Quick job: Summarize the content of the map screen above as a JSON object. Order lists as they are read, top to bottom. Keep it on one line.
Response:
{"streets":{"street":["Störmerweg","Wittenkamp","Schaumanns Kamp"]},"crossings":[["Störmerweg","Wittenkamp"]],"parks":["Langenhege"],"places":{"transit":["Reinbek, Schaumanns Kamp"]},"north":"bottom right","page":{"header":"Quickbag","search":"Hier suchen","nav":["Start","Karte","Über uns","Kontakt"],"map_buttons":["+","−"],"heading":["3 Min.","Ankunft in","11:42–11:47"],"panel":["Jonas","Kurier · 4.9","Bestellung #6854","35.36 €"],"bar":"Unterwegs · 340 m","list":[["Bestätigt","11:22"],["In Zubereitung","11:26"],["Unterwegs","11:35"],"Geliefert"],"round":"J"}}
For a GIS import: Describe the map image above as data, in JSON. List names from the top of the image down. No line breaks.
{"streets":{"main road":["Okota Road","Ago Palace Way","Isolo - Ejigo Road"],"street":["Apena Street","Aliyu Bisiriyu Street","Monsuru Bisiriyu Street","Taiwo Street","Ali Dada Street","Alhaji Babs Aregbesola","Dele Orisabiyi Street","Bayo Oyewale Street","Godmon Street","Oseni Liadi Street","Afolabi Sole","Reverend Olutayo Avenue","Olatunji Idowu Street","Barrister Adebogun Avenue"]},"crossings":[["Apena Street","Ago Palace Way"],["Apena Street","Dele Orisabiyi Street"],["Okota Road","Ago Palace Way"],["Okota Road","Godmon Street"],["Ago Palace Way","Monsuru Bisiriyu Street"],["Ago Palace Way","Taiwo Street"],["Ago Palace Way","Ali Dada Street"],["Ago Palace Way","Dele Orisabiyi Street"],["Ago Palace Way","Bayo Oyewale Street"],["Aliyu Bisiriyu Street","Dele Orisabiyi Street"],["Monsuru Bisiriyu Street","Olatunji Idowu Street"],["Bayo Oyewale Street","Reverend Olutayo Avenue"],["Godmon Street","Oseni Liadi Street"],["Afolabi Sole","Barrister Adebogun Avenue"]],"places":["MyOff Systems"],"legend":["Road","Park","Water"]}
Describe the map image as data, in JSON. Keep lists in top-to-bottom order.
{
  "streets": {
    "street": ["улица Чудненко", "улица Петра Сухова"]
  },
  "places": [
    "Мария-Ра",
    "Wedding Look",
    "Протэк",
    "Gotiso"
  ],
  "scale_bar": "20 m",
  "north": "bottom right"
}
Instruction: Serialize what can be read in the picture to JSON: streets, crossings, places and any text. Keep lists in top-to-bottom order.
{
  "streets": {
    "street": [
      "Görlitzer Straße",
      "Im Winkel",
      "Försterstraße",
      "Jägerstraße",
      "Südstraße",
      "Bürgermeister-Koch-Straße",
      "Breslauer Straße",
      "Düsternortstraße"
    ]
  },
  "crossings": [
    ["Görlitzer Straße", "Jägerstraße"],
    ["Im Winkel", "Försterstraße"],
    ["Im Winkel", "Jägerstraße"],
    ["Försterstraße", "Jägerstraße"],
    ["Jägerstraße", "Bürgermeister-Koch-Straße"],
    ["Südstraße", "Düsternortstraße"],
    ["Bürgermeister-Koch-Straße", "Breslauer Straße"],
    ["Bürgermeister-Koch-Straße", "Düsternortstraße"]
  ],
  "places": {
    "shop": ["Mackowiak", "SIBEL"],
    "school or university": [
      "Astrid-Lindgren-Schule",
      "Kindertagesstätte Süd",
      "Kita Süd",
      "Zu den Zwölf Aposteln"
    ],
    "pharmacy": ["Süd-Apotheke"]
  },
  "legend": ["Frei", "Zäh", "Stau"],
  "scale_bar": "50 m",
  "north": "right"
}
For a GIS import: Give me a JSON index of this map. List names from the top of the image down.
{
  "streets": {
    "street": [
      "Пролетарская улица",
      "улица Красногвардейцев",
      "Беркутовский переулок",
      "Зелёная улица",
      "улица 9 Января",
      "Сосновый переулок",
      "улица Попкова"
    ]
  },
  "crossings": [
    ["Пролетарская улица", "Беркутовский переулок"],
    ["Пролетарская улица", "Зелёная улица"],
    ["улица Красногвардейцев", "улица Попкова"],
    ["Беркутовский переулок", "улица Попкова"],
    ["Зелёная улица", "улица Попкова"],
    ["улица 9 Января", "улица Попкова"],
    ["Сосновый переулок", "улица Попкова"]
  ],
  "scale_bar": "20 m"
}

Work required —
Restate the entire listing verbatim.

Solved problem —
Quick job: Summarize the content of the map screen above as a JSON object. Order lists as they are read, top to bottom. Keep it on one line.
Response:
{"streets":{"street":["Störmerweg","Wittenkamp","Schaumanns Kamp"]},"crossings":[["Störmerweg","Wittenkamp"]],"parks":["Langenhege"],"places":{"transit":["Reinbek, Schaumanns Kamp"]},"north":"bottom right","page":{"header":"Quickbag","search":"Hier suchen","nav":["Start","Karte","Über uns","Kontakt"],"map_buttons":["+","−"],"heading":["3 Min.","Ankunft in","11:42–11:47"],"panel":["Jonas","Kurier · 4.9","Bestellung #6854","35.36 €"],"bar":"Unterwegs · 340 m","list":[["Bestätigt","11:22"],["In Zubereitung","11:26"],["Unterwegs","11:35"],"Geliefert"],"round":"J"}}
For a GIS import: Describe the map image above as data, in JSON. List names from the top of the image down. No line breaks.
{"streets":{"main road":["Okota Road","Ago Palace Way","Isolo - Ejigo Road"],"street":["Apena Street","Aliyu Bisiriyu Street","Monsuru Bisiriyu Street","Taiwo Street","Ali Dada Street","Alhaji Babs Aregbesola","Dele Orisabiyi Street","Bayo Oyewale Street","Godmon Street","Oseni Liadi Street","Afolabi Sole","Reverend Olutayo Avenue","Olatunji Idowu Street","Barrister Adebogun Avenue"]},"crossings":[["Apena Street","Ago Palace Way"],["Apena Street","Dele Orisabiyi Street"],["Okota Road","Ago Palace Way"],["Okota Road","Godmon Street"],["Ago Palace Way","Monsuru Bisiriyu Street"],["Ago Palace Way","Taiwo Street"],["Ago Palace Way","Ali Dada Street"],["Ago Palace Way","Dele Orisabiyi Street"],["Ago Palace Way","Bayo Oyewale Street"],["Aliyu Bisiriyu Street","Dele Orisabiyi Street"],["Monsuru Bisiriyu Street","Olatunji Idowu Street"],["Bayo Oyewale Street","Reverend Olutayo Avenue"],["Godmon Street","Oseni Liadi Street"],["Afolabi Sole","Barrister Adebogun Avenue"]],"places":["MyOff Systems"],"legend":["Road","Park","Water"]}
Describe the map image as data, in JSON. Keep lists in top-to-bottom order.
{
  "streets": {
    "street": ["улица Чудненко", "улица Петра Сухова"]
  },
  "places": [
    "Мария-Ра",
    "Wedding Look",
    "Протэк",
    "Gotiso"
  ],
  "scale_bar": "20 m",
  "north": "bottom right"
}
Instruction: Serialize what can be read in the picture to JSON: streets, crossings, places and any text. Keep lists in top-to-bottom order.
{
  "streets": {
    "street": [
      "Görlitzer Straße",
      "Im Winkel",
      "Försterstraße",
      "Jägerstraße",
      "Südstraße",
      "Bürgermeister-Koch-Straße",
      "Breslauer Straße",
      "Düsternortstraße"
    ]
  },
  "crossings": [
    ["Görlitzer Straße", "Jägerstraße"],
    ["Im Winkel", "Försterstraße"],
    ["Im Winkel", "Jägerstraße"],
    ["Försterstraße", "Jägerstraße"],
    ["Jägerstraße", "Bürgermeister-Koch-Straße"],
    ["Südstraße", "Düsternortstraße"],
    ["Bürgermeister-Koch-Straße", "Breslauer Straße"],
    ["Bürgermeister-Koch-Straße", "Düsternortstraße"]
  ],
  "places": {
    "shop": ["Mackowiak", "SIBEL"],
    "school or university": [
      "Astrid-Lindgren-Schule",
      "Kindertagesstätte Süd",
      "Kita Süd",
      "Zu den Zwölf Aposteln"
    ],
    "pharmacy": ["Süd-Apotheke"]
  },
  "legend": ["Frei", "Zäh", "Stau"],
  "scale_bar": "50 m",
  "north": "right"
}
For a GIS import: Give me a JSON index of this map. List names from the top of the image down.
{
  "streets": {
    "street": [
      "Пролетарская улица",
      "улица Красногвардейцев",
      "Беркутовский переулок",
      "Зелёная улица",
      "улица 9 Января",
      "Сосновый переулок",
      "улица Попкова"
    ]
  },
  "crossings": [
    ["Пролетарская улица", "Беркутовский переулок"],
    ["Пролетарская улица", "Зелёная улица"],
    ["улица Красногвардейцев", "улица Попкова"],
    ["Беркутовский переулок", "улица Попкова"],
    ["Зелёная улица", "улица Попкова"],
    ["улица 9 Января", "улица Попкова"],
    ["Сосновый переулок", "улица Попкова"]
  ],
  "scale_bar": "20 m"
}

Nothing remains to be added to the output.